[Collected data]
▶
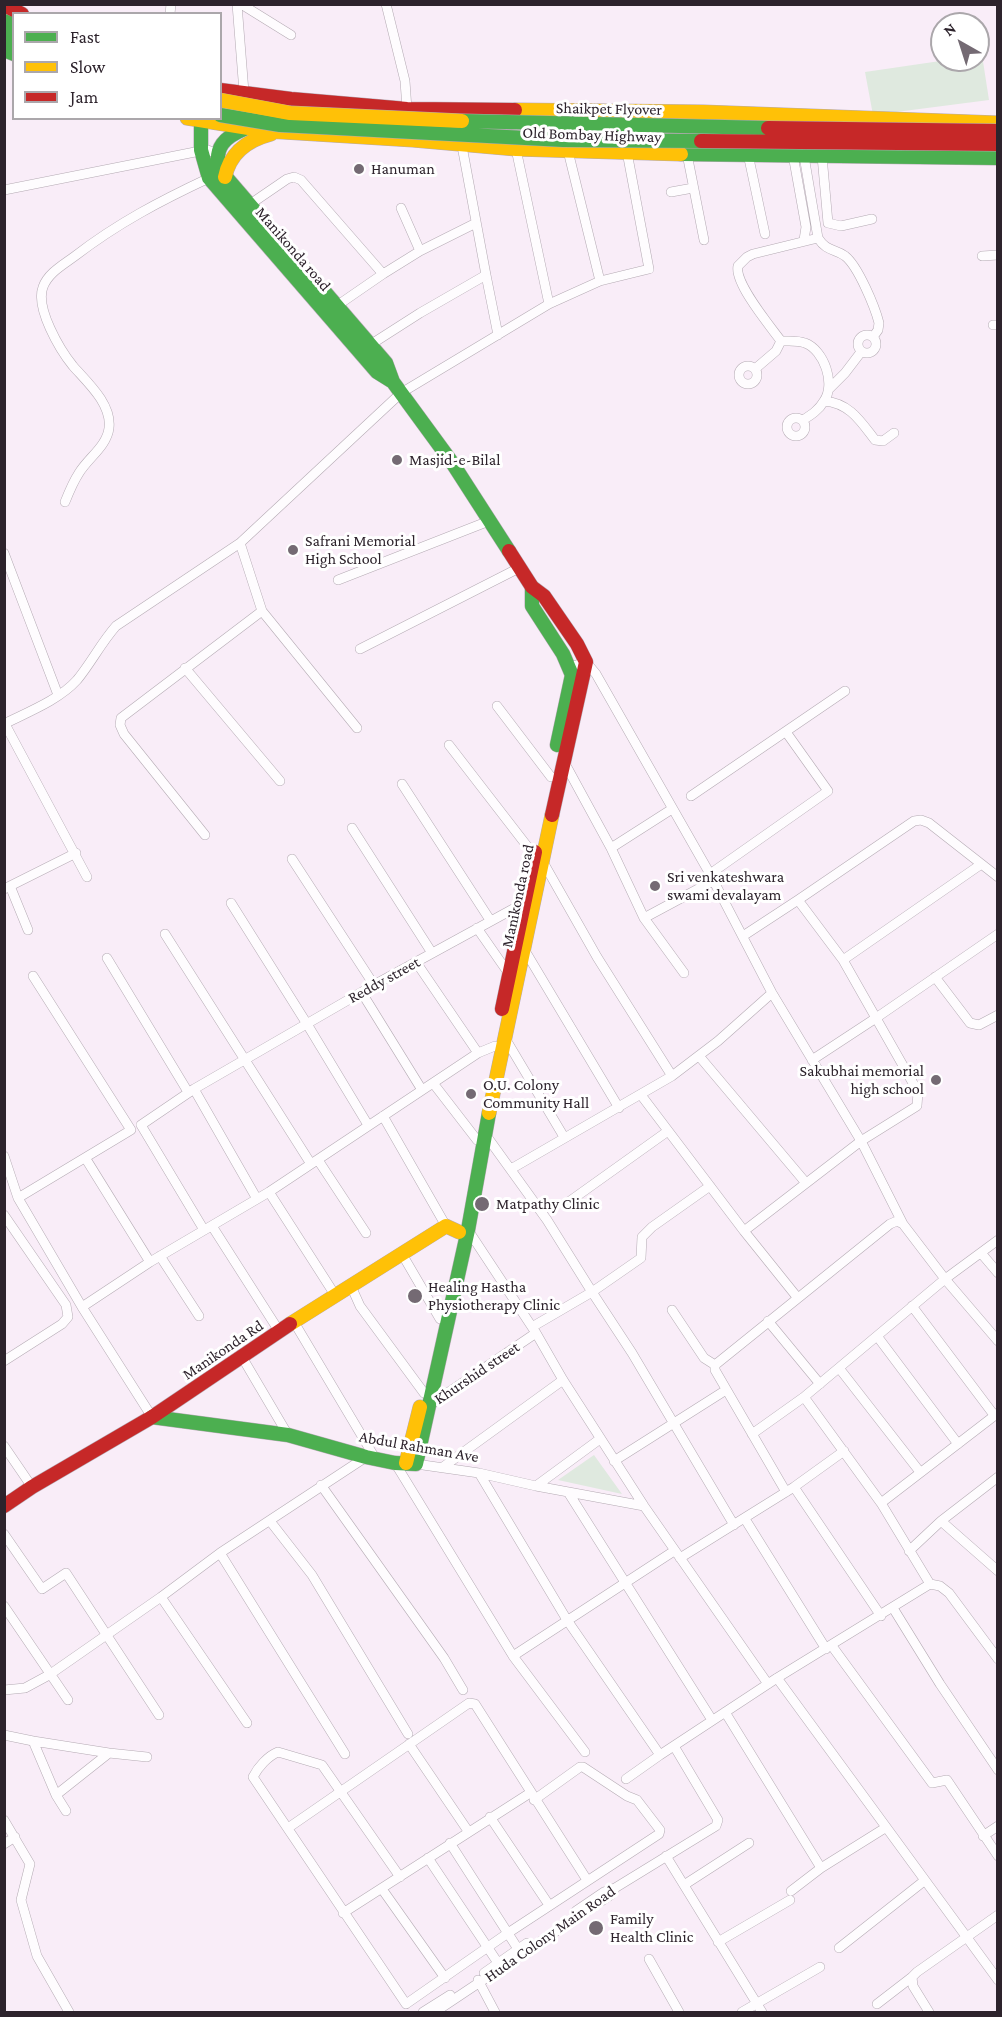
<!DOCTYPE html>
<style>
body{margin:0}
#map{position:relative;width:1002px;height:2017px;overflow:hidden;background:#f9edf8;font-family:"Crimson Pro",serif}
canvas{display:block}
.frame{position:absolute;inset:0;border:6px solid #2d232c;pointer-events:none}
.legend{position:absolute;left:12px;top:12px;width:210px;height:108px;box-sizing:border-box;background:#fff;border:2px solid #aba7ab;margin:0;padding:8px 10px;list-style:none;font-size:18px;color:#2d232c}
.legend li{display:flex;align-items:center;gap:12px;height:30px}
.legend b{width:30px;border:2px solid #aba7ab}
.north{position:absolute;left:930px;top:12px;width:60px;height:60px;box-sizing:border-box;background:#fff;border:2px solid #aba7ab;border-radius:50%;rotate:321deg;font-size:16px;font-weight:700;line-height:24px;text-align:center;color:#2d232c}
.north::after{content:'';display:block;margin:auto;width:21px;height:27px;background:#746a73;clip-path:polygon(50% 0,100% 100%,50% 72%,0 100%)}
</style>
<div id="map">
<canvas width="1002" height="2017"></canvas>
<div class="frame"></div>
<ul class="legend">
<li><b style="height:8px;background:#4caf50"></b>Fast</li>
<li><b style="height:8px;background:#ffc107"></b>Slow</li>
<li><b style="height:8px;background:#c62828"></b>Jam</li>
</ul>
<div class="north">N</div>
</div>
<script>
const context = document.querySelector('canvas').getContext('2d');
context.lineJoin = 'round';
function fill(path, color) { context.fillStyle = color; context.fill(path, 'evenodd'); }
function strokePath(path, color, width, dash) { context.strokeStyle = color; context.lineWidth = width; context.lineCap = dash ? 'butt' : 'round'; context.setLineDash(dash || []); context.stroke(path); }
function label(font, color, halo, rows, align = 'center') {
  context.font = font + ' "Crimson Pro",serif'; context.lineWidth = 6; context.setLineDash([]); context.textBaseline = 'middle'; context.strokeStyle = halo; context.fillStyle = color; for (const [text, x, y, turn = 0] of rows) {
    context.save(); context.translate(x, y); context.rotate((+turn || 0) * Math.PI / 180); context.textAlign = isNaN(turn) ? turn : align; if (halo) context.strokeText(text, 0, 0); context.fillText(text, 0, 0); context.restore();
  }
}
fill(new Path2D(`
 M982,55L989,100L873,115L865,72L947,60H978V56Z
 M594,1455L622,1494L558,1480Z`), '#dfe9df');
const street = new Path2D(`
 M237,4L244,92
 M241,4L291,35
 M386,4L405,81L407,109
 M170,14L171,4
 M516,149L549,304
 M568,151L600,281
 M687,154L704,240
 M748,154L765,234
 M793,155L806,227L804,240
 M804,156L818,238C827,252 834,248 845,256C858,266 875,307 879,323L878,330L873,337
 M822,156L828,223L841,226L872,219
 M4,190L200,151L208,150L217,154
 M671,192L693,188
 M249,205L287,179L294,177L301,180L383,274L338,305
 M401,208L420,251
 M982,256L998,255
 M383,274L420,251L476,223
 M486,275L498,335
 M993,325H998
 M858 344a9 9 0 1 1 18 0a9 9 0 1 1-18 0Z
 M781,341C770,326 734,283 738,266L747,257L753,254L818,238
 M781,341C789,341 798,340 805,343C824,350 836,384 824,401C819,410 811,415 803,420
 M370,345L420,313L486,275L462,146
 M739 375a9 9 0 1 1 18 0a9 9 0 1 1-18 0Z
 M755,369L776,351L781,341
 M829,389L845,373L861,352
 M824,401C850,403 861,422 875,440L883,441L894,433
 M787 427a9 9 0 1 1 18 0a9 9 0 1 1-18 0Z
 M65,502C69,492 73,482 79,473C88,458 107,446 109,428C112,404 87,382 73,366C60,350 35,308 43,287C48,273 63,265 75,256C118,223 160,201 209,178
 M240,543L262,611L357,728
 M4,553L58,695
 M338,580L489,521
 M360,649L519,568
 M570,667L586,662L596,674L710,874L772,993L861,1141L903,1224
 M185,668L280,781
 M497,706L551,777
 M4,724C28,712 59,700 77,680C91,663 101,643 116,626L240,543L401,393L549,304L600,281L649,269L627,152
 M5,724L87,877
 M449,745L534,855
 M563,760L611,848L644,918L684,973
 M402,784L490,920
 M691,796L845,691
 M352,828L432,953
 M205,835L124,734L120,725L121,718L262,611
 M611,848L672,809
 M292,859L374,985
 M543,862L597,957L672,1076
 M710,874L828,791L786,732
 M10,886L28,930
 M4,889L76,853
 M798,900L843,960L980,865
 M231,903L307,1024L368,1125
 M644,918L713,881
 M477,928L509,974
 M165,934L311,1164
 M743,936L798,900L914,821L921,820L929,823L998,877
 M524,949L619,1108
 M107,958L188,1092
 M416,962L478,1053
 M935,977L970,1023L979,1025L998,1015
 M362,993L422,1090
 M505,1038L564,1137
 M699,1056L806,1183
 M812,1060L876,1018L998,934
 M433,1083L477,1140
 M194,1089L374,985L524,903
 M641,1095L744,1231L797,1297
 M383,1116L446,1226
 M485,1134L547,1220L592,1292L532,1327
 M4,1156L18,1198L82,1307L152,1417
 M86,1159L150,1262
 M318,1160L366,1233
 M511,1169L672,1076L718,1041L772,993
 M710,1186L652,1227L642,1237L641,1258L592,1292L632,1353L734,1525
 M269,1192L335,1295
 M18,1198L131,1130L33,976
 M570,1201L668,1131
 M4,1215L66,1305L68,1317L62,1324L4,1361
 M212,1226L279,1331
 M204,1230L141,1125L194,1089L257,1199
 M468,1230L536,1333L563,1380L644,1506L768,1684
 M744,1231L861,1141L917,1106L918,1092L843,960
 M981,1253L998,1273
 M402,1254L440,1319
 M160,1256L199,1316
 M351,1286L360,1306L424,1393
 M912,1306L994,1415
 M82,1307L150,1262L269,1192L478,1053L495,1046
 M672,1310L704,1358L715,1365
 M768,1321L820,1384
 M294,1322L375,1458
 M877,1336L958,1444
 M242,1357L288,1435
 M839,1368L920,1472
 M804,1397L881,1503L930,1584
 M427,1407L536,1333
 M752,1434L804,1397L945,1279L998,1240
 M4,1446L32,1487
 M614,1461L726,1390
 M395,1463L513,1656L585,1752
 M416,1464L479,1473L536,1486L644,1506
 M443,1467L563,1380
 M479,1473L567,1620L660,1755L626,1779
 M998,1477L941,1521L998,1571
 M321,1485L444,1658L463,1690
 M536,1486L600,1439
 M794,1487L881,1616
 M568,1492L712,1720
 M786,1492L715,1370V1365L890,1224L897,1221L903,1224L945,1279L998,1341
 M881,1503L998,1413
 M745,1519L826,1649
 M270,1521L312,1575L408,1734
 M4,1534L42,1589L66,1573L159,1715
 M909,1551L941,1521
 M220,1553L345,1754
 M680,1558L794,1487L844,1451
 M4,1606L68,1700
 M893,1608L940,1684L998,1770
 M832,1646L932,1783L947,1780L998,1856
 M513,1656L674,1551
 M777,1678L998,1980
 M4,1690L25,1688L49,1675L161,1597
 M725,1712L821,1868
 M247,1723L161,1597L220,1553L366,1457
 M4,1735L33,1741L56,1795L66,1811
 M33,1741L109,1753L147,1757
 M409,1744L468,1831
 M660,1755L777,1678L930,1584L940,1586L949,1593L998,1659
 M56,1795L109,1753
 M490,1817L549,1905
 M4,1820L30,1864L21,1900L37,1956L69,2012
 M288,1828L469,1703L475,1704L587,1880
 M983,1836L998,1826
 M450,1843L518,1949
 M4,1844L15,1837
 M666,1856L762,2012
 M428,1858L498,1963
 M400,1877L322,1765L278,1752C268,1756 258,1767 253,1777L406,2004L508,1933L659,1834L660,1830L637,1800L627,1796L583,1767H580L534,1800
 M684,1885L749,1843
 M382,1889L445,1978
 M791,1891L821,1868L885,1828
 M576,1911L604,1892L615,1888
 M343,1913L530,1793
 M718,1942L790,1900
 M839,1948L924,1881
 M649,1959L679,2012
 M484,1973L527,1943
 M478,1980L495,2012
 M877,2004L912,1977
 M423,2012L450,1995
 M435,2012L612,1894L615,1888L716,1826L718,1820L674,1746
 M742,2012L820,1967
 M929,2012L913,1986L912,1977L917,1972L998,1915`);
const fast = new Path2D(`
 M4,21L14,25
 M4,35L14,39
 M4,50L14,54
 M201,122V150L209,178L377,372L393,382
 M244,129C225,137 214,147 219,169L386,363L393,382L453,464L509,551
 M681,154L998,158
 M532,587V606L563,654L572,675L557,745
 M152,1417L288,1435L366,1457L395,1463L416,1464L468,1230L489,1113`);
const slow = new Path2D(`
 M515,110L703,112L998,123
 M187,118L267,131L413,140L516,149L681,154
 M225,177C230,152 248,140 271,134
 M489,1113L552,815
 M290,1324L446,1226L459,1232
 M406,1463L420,1407`);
const jam = new Path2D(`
 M4,5L22,14
 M220,90L291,99L407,109L515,110
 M509,551L532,587L544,596L577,644L586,662L552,815
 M502,1009L535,852
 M4,1506L32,1487L152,1417L290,1324`);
strokePath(street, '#b4aab3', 10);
strokePath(fast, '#b4aab3', 15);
strokePath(slow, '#b4aab3', 15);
strokePath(jam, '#b4aab3', 15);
strokePath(street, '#fefcfe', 9);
strokePath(fast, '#4caf50', 14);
strokePath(slow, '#ffc107', 14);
strokePath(jam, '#c62828', 14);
const fastBridge = new Path2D(`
 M220,115L280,125L563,140L701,141
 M462,121L768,128`);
const slowBridge = new Path2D(`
 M220,100L290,113L462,121`);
const jamBridge = new Path2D(`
 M768,128L998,131
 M701,141L998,144`);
strokePath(fastBridge, '#b4aab3', 15, []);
strokePath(slowBridge, '#b4aab3', 15, []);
strokePath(jamBridge, '#b4aab3', 15, []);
strokePath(fastBridge, '#4caf50', 14);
strokePath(slowBridge, '#ffc107', 14);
strokePath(jamBridge, '#c62828', 14);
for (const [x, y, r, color] of [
 [359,169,6,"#746a73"],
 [397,460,6,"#746a73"],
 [293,550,6,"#746a73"],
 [655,886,6,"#746a73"],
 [936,1080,6,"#746a73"],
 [471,1094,6,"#746a73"],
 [482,1204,8,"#746a73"],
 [415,1296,8,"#746a73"],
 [596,1928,8,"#746a73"]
]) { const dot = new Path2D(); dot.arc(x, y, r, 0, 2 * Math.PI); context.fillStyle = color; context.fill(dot); strokePath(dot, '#fff', 2); }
label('16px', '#2d232c', '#fff', [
 ["Shaikpet Flyover",609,109,1],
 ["Old Bombay Highway",592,135,2],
 ["Manikonda road",293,249,49],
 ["Manikonda road",518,896,-78],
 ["Reddy street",384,980,-29],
 ["Manikonda Rd",223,1350,-34],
 ["Khurshid street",477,1373,-34],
 ["Abdul Rahman Ave",419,1447,10],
 ["Huda Colony Main Road",550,1934,-35]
]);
label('16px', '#2d232c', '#fff', [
 ["Hanuman",371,169],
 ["Masjid-e-Bilal",409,460],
 ["Safrani Memorial",305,541],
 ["High School",305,559],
 ["Sri venkateshwara",667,877],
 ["swami devalayam",667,895],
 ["Sakubhai memorial",924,1071,"right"],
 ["high school",924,1089,"right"],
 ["O.U. Colony",483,1085],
 ["Community Hall",483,1103],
 ["Matpathy Clinic",496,1204],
 ["Healing Hastha",428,1287],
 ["Physiotherapy Clinic",428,1305],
 ["Family",610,1919],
 ["Health Clinic",610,1937]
], 'left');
</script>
◀
## Problem details
There is a run of lines above from the one with "M839,1368L920,1472" to the one with "M839,1948L924,1881"; print exactly that run, both ends included, and nothing else.

## Response to the exercise
 M839,1368L920,1472
 M804,1397L881,1503L930,1584
 M427,1407L536,1333
 M752,1434L804,1397L945,1279L998,1240
 M4,1446L32,1487
 M614,1461L726,1390
 M395,1463L513,1656L585,1752
 M416,1464L479,1473L536,1486L644,1506
 M443,1467L563,1380
 M479,1473L567,1620L660,1755L626,1779
 M998,1477L941,1521L998,1571
 M321,1485L444,1658L463,1690
 M536,1486L600,1439
 M794,1487L881,1616
 M568,1492L712,1720
 M786,1492L715,1370V1365L890,1224L897,1221L903,1224L945,1279L998,1341
 M881,1503L998,1413
 M745,1519L826,1649
 M270,1521L312,1575L408,1734
 M4,1534L42,1589L66,1573L159,1715
 M909,1551L941,1521
 M220,1553L345,1754
 M680,1558L794,1487L844,1451
 M4,1606L68,1700
 M893,1608L940,1684L998,1770
 M832,1646L932,1783L947,1780L998,1856
 M513,1656L674,1551
 M777,1678L998,1980
 M4,1690L25,1688L49,1675L161,1597
 M725,1712L821,1868
 M247,1723L161,1597L220,1553L366,1457
 M4,1735L33,1741L56,1795L66,1811
 M33,1741L109,1753L147,1757
 M409,1744L468,1831
 M660,1755L777,1678L930,1584L940,1586L949,1593L998,1659
 M56,1795L109,1753
 M490,1817L549,1905
 M4,1820L30,1864L21,1900L37,1956L69,2012
 M288,1828L469,1703L475,1704L587,1880
 M983,1836L998,1826
 M450,1843L518,1949
 M4,1844L15,1837
 M666,1856L762,2012
 M428,1858L498,1963
 M400,1877L322,1765L278,1752C268,1756 258,1767 253,1777L406,2004L508,1933L659,1834L660,1830L637,1800L627,1796L583,1767H580L534,1800
 M684,1885L749,1843
 M382,1889L445,1978
 M791,1891L821,1868L885,1828
 M576,1911L604,1892L615,1888
 M343,1913L530,1793
 M718,1942L790,1900
 M839,1948L924,1881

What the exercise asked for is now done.